Medieval castle in Moura, Beja, Portugal

The Castle of Moura (Castelo de Moura) is a Portuguese medieval castle in civil parish of Moura (Santo Agostinho e São João Baptista) e Santo Amador, in the municipality of Moura, in the district of Beja.

==History==

The construction of the Moorish walls began in the middle of the 11th century and lasted to 12th century, probably over a castro dating to the Iron Age settlement. The site successively occupied by the Romans, the Visigoths and Muslims, who turned the town into the capital of the Al-Manijah province.

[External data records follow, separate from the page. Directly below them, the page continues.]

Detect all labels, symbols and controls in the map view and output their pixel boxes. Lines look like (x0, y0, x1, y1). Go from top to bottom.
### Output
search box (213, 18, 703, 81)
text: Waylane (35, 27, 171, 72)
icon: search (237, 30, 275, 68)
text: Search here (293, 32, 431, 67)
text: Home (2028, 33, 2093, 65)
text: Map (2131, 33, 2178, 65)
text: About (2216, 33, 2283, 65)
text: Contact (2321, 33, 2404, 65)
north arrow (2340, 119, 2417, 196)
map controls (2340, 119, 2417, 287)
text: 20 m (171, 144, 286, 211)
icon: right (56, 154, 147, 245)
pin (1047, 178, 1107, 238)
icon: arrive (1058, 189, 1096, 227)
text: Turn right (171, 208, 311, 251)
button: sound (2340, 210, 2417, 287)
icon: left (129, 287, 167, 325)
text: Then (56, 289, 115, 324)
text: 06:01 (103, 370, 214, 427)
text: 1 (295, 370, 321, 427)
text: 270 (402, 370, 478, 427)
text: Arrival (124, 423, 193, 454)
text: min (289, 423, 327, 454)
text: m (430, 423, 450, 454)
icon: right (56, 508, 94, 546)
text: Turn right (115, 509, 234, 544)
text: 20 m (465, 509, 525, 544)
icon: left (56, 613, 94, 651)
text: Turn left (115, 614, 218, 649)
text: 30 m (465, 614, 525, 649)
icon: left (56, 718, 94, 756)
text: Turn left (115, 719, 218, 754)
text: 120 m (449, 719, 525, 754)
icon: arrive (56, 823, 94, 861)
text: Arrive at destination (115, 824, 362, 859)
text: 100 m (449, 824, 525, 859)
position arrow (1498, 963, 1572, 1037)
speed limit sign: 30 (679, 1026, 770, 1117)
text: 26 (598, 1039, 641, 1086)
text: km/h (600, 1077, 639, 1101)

In 1166, as legend relates, the princess Salúquia, daughter of Abu-Hassan and governor of the city, fell in love with Bráfama, the Moorish mayor of Aroche. On the eve of their marriage, Brfafama went with a party to Al-Manijah, ten leagues away. But the entire Alentejo territory to the north and west had already been conquered by the Christians and the journey proved dangerous. Pedro Rodrigues and his brother, being aware of the wedding preparations that were taking there, ambushed Brfafam's party in an olive grove near the limits of the village and easily defeated and killed. The Christians then disguised themselves in the robes of their Muslim foes and headed for the town. Meanwhile, Salúquia was at the top of the castle tower, where she awaited the arrival of her fiancé. Seeing that a group of seemingly Islamic knights were approaching, the princess believed them to be Aroche's entourage, and allowed them to cross the fortification gates. But as soon as they entered, the Christians threw themselves upon the defenders of the city. Taken by surprise, the Muslim forces were defeated. Realizing her error and wounded by the certainty of Brafama's death, she took the keys of the town and rushed from the tower. Moved by the love story that the Islamic survivors told them, the Rodrigues brothers renamed the town Terra da Moura Salúquia, but over time the name would devolve to Terra da Moura, later Moura. A mud-brick tower (taipa) within the Castle of Moura is still referred to as Salúquia Tower, and an olive grove in the vicinity of Moura, where Brfafama and his entourage were ambushed, the people call Brfafama de Aroche. Moura's coat-of-arms would eventually incorporate figure of a dead Moor, with the tower in the background, alluding to the legend of Moor Salúquia.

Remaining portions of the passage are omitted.